Za półtora miesiąca rozpoczną się mistrzostwa świata w judo w Budapeszcie. Do stolicy Węgier wybiera się 14-osobowa reprezentacja Polski.
Na przełomie sierpnia i września judocy będą walczyli o medale w Budapeszcie. W miniony weekend dwóch z naszych reprezentantów stanęło na podium Pucharu Europy w Saarbruecken. Kolejny był o krok od medalu. Czy wszyscy nasi kadrowicze wypracowali już odpowiednią formę?
8:6
Kiedyś mówiło się o kobietach na traktorach, teraz coraz częściej widzimy je za kierownicą autobusów.
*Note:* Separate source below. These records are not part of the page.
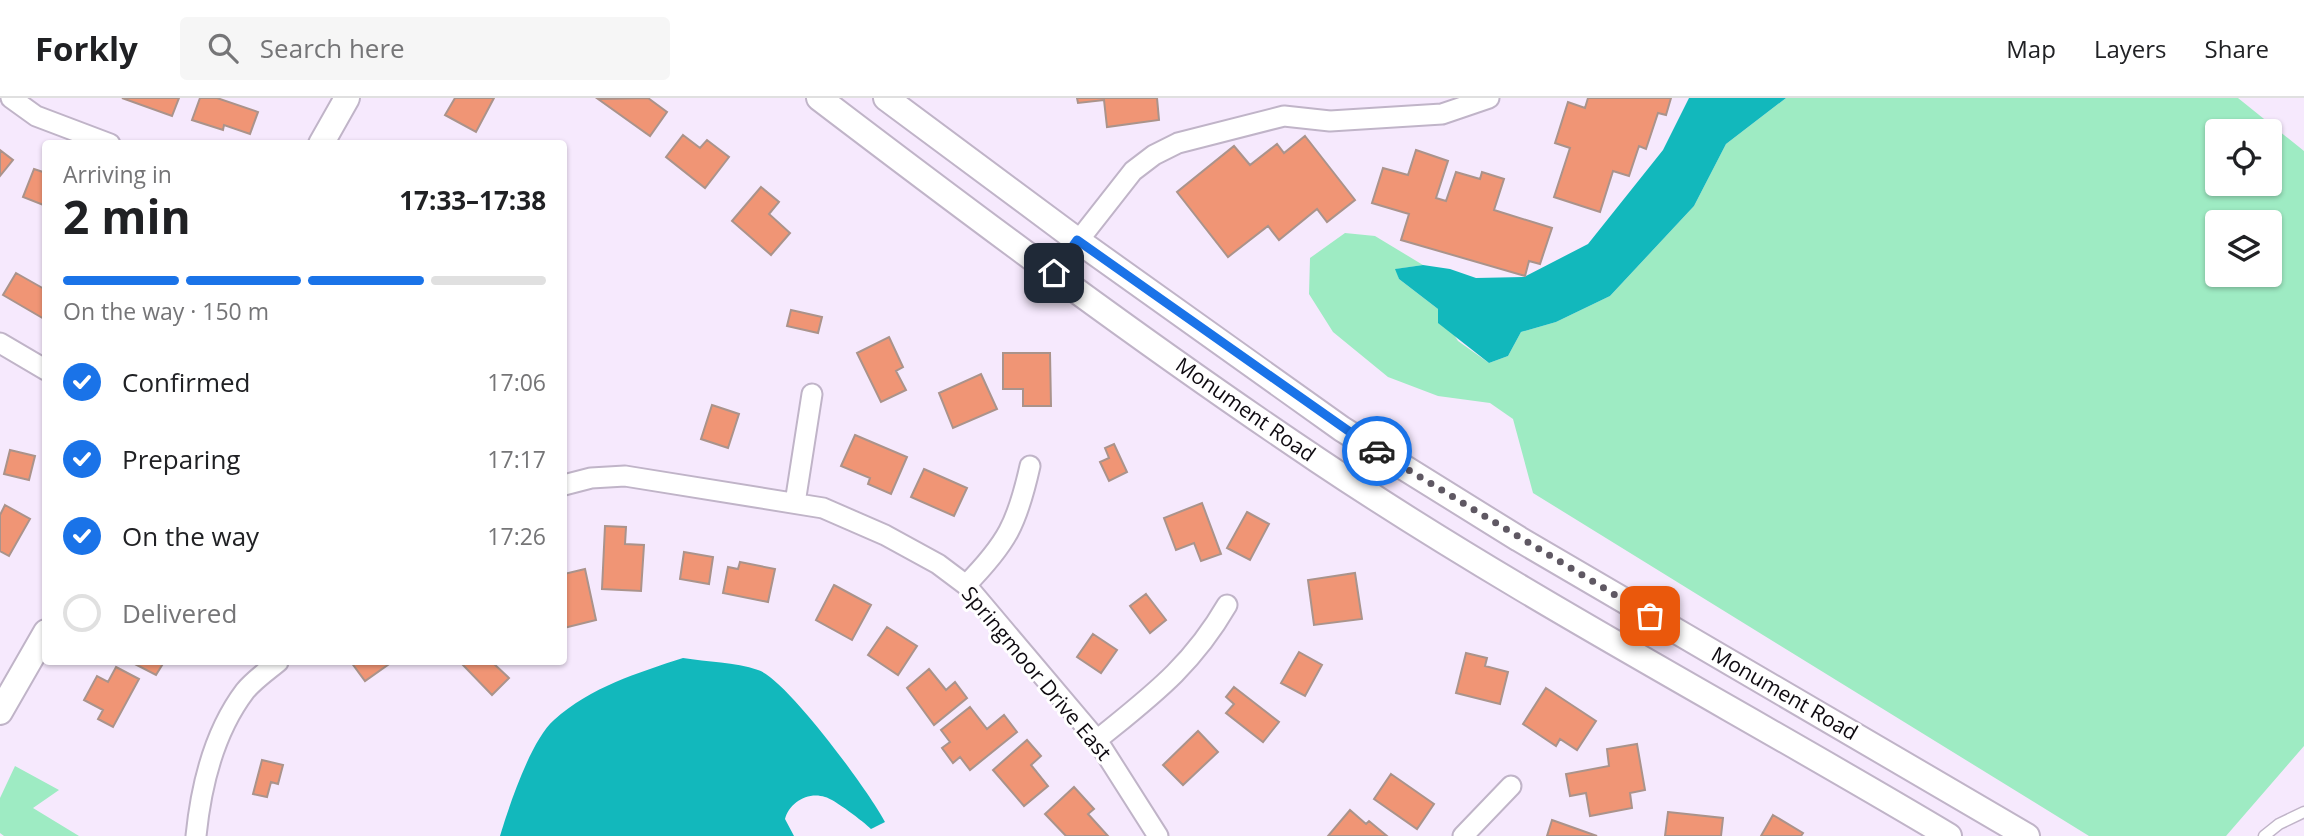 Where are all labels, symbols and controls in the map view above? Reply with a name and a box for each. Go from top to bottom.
search box [180,17,670,80]
text: Forkly [35,26,138,71]
icon: search [204,29,242,67]
text: Search here [260,30,405,66]
text: Map [2006,32,2056,65]
text: Layers [2094,32,2167,65]
text: Share [2205,32,2269,65]
map controls [2205,119,2282,287]
button: locate [2205,119,2282,196]
text: Arriving in [63,158,172,190]
text: 17:33–17:38 [399,182,546,218]
text: 2 min [63,185,191,247]
button: layers [2205,210,2282,287]
pin [1024,243,1084,303]
icon: home [1035,254,1073,292]
text: On the way · 150 m [63,295,269,327]
street label: Monument Road [1171,350,1321,468]
icon: check [63,363,101,401]
text: Confirmed [122,364,250,400]
text: 17:06 [487,366,546,398]
courier [1342,416,1412,486]
icon: car [1358,432,1396,470]
icon: check [63,440,101,478]
text: Preparing [122,441,240,477]
text: 17:17 [487,443,546,475]
icon: check [63,517,101,555]
text: On the way [122,518,259,554]
text: 17:26 [487,520,546,552]
street label: Springmoor Drive East [956,580,1118,766]
pin [1620,586,1680,646]
text: Delivered [122,595,237,631]
icon: bag [1631,597,1669,635]
street label: Monument Road [1707,640,1863,746]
A i w polityce pojawiło się pojęcie parytetu. Również w sporcie kobiety mają swoje miejsce. Nie inaczej jest w przypadku tatami, jednak przeważnie liczba startujących pań jest niższa niż mężczyzn. W naszej kadrze proporcje wyglądają inaczej. Do Budapesztu uda się 8 kobiet i 6 mężczyzn, a w rywalizacji indywidualnej zaprezentuje się odpowiednio 6 judoczek i 4 judoków.
Agata Perenc (52kg) przygotowuje formę na start w Budapeszcie. Judoczka okazała się najlepsza w Pucharze Europy w Bukareszcie, co było jej największym osiągnięciem w dotychczasowych startach. W gazie jest również Anna Borowska (57kg). 23-latka triumfowała w Casablance i Pradze. W stolicy Czech po srebro sięgnęła Beata Pacut (78kg), brązowy medal wywalczyła Agata Ozdoba (63kg). Do Budapesztu pojadą także Karolina Pieńkowska (52kg) i Karolina Tałach (63kg). Wszystkie będą startowały w rywalizacji indywidualnej. Warto dodać, że w kwietniowych mistrzostwach Europy nasza żeńska kadra sięgnęła po srebrny medal.
W stolicy Węgier w rywalizacji indywidualnej zaprezentuje się czterech Polaków. Po raz kolejny Piotr Kuczera (90kg) będzie naszą medalową nadzieją. W tym roku wygrywał w Katowicach i Rzymie. Z dobrej strony w mistrzostwach Europy pokazał się Maciej Sarnacki (+100kg). Zawodnik Gwardii Olsztyn w Warszawie był piąty. O medal mistrzostw świata powalczą również Aleksander Beta (66kg) i Damian Szwarnowiecki (81kg).
Z kolei w rywalizacji drużynowej trenerzy będą mogli postawić na Arletę Podolak (57kg), Annę Załęczną (+70kg), Wiktora Mrówczyńskiego (73kg), Patryka Ciechomskiego (90kg) oraz Kamila Grabowskiego (+100kg).
Przed dwoma laty w Astanie biało-czerwoni nie wywalczyli żadnego medalu. Najlepiej zaprezentowała się Daria Pogorzelec (78kg), która była piąta.
Dwa medale z Niemiec
W miniony weekend judocy rywalizowali o punkty do światowego rankingu w Saarbruecken. Na tatami zaprezentowało się 16 polskich zawodników.
Kolejny dobry występ w tym sezonie zaliczył Piotr Kuczera. Brązowy medalista mistrzostw Europy seniorów z 2016 roku wygrał pięć pojedynków. W trzeciej walce przegrał z Dario Kurbjeweitem Garcią, jednak poradził sobie w repasażach. Z kolei w starciu o brąz Polak pokonał wicemistrza świata z 2014 roku Krisztiana Totha.
Brąz wywalczył również Kamil Grabowski (+100kg), który wygrał cztery z pięciu walk.